==== THE INPUT ====

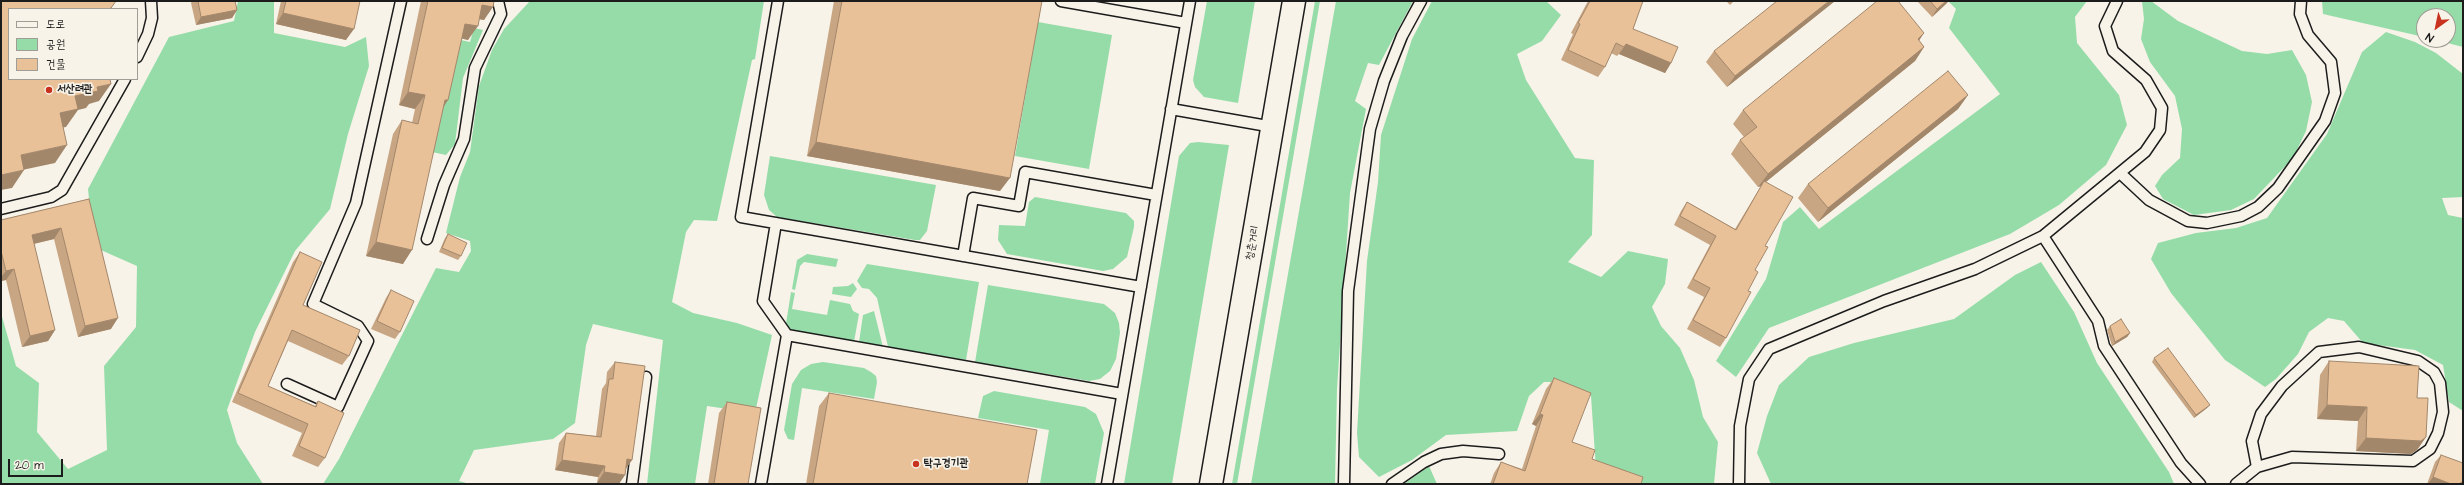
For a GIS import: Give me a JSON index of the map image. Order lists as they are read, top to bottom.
{
  "streets": {
    "main road": ["청춘거리"]
  },
  "places": ["서산려관", "탁구경기관"],
  "legend": ["도로", "공원", "건물"],
  "scale_bar": "20 m",
  "north": "bottom left"
}
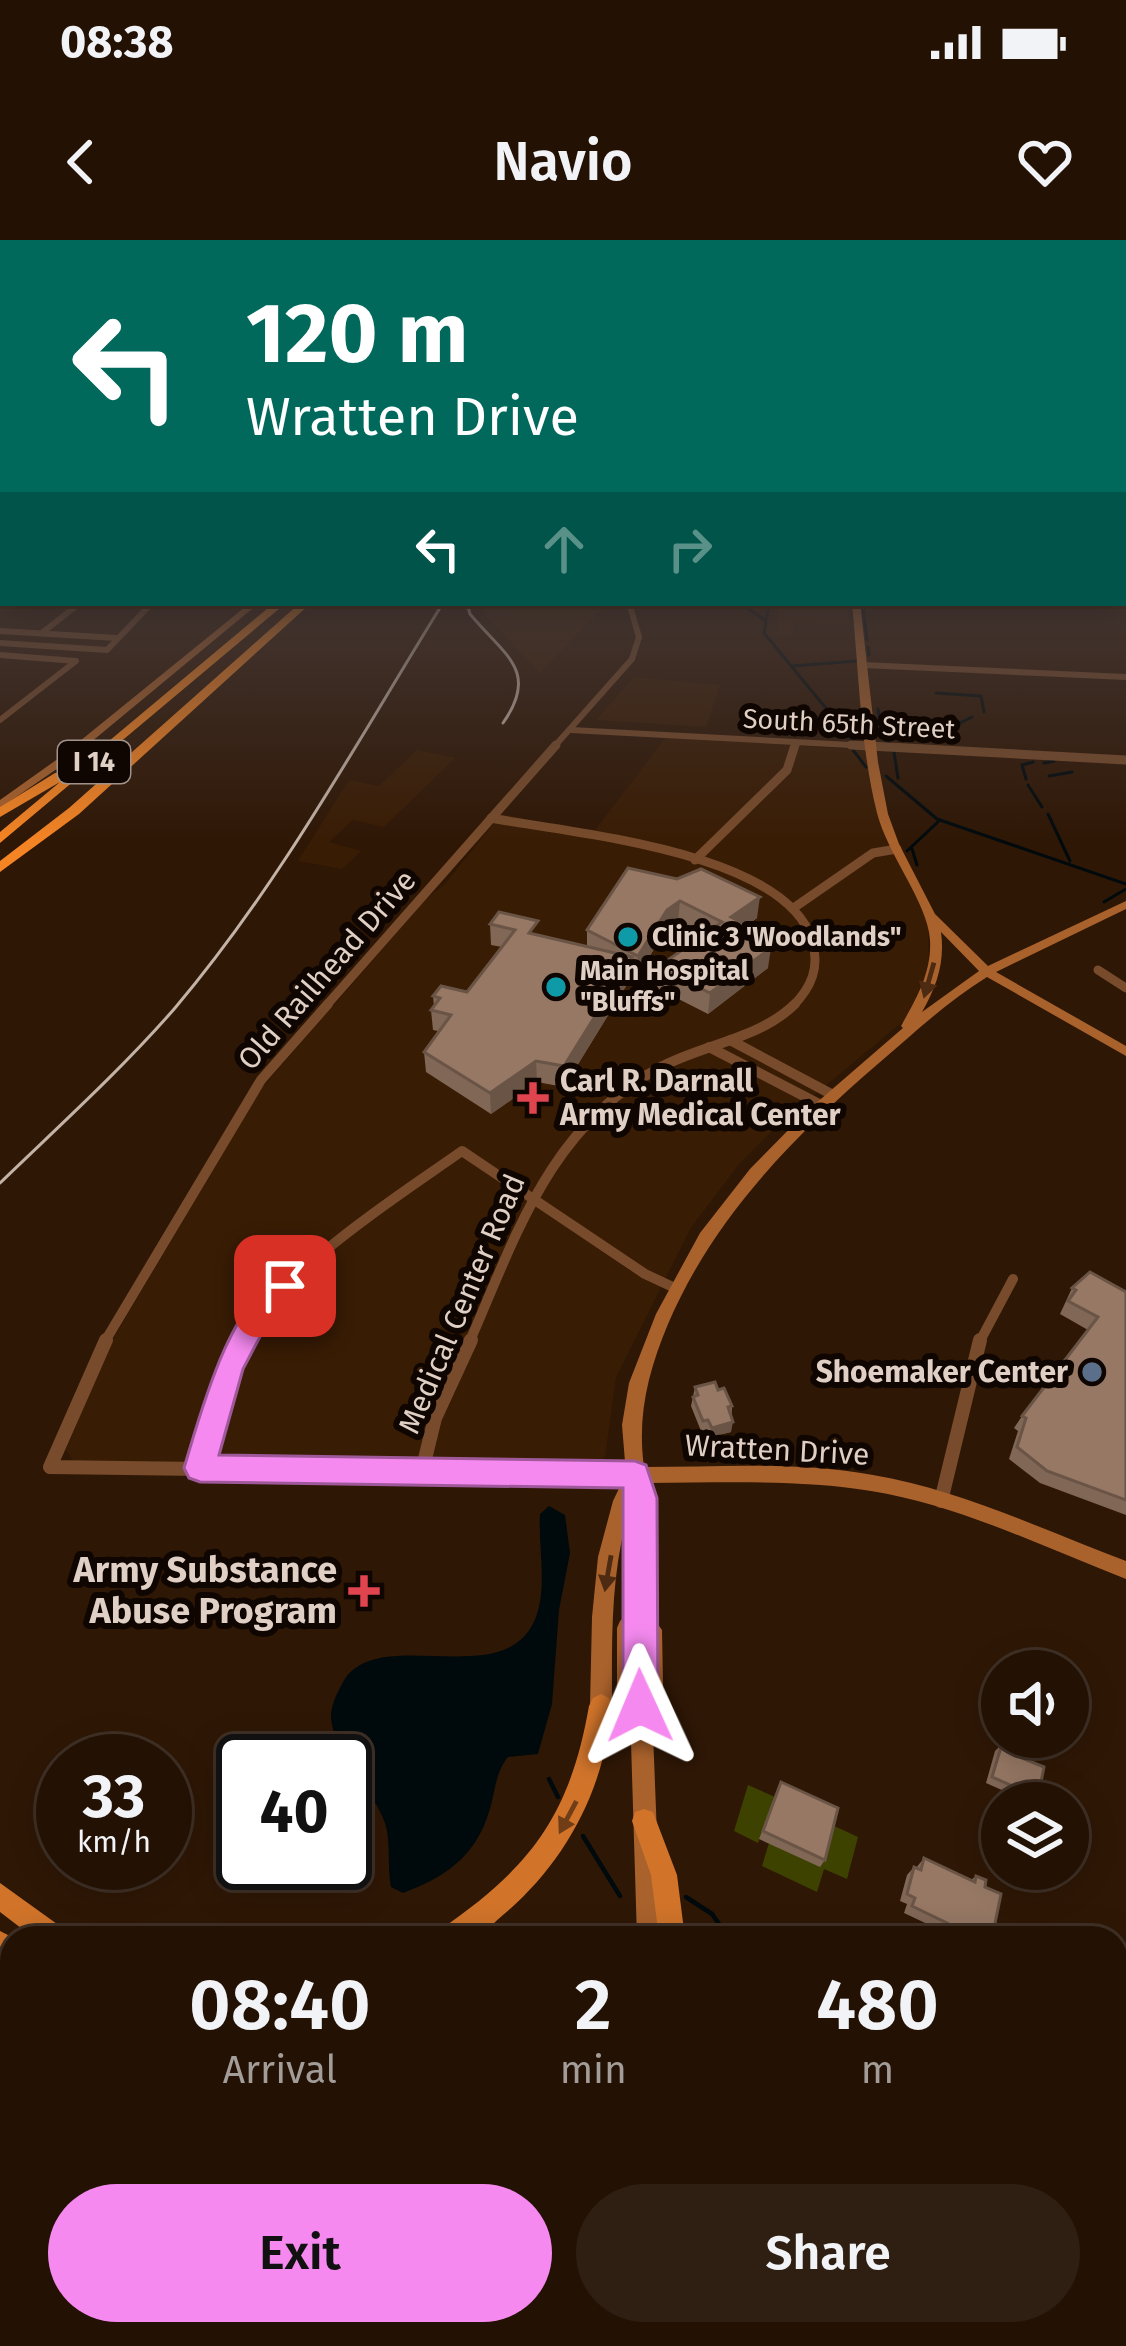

====

THE TASK
Extract all the entries word for word; omit any pictures.

EXERCISE RESULT
For a GIS import: Give me a JSON index of the map image. Order lists as they are read, top to bottom.
{
  "streets": {
    "main road": ["청춘거리"]
  },
  "places": ["서산려관", "탁구경기관"],
  "legend": ["도로", "공원", "건물"],
  "scale_bar": "20 m",
  "north": "bottom left"
}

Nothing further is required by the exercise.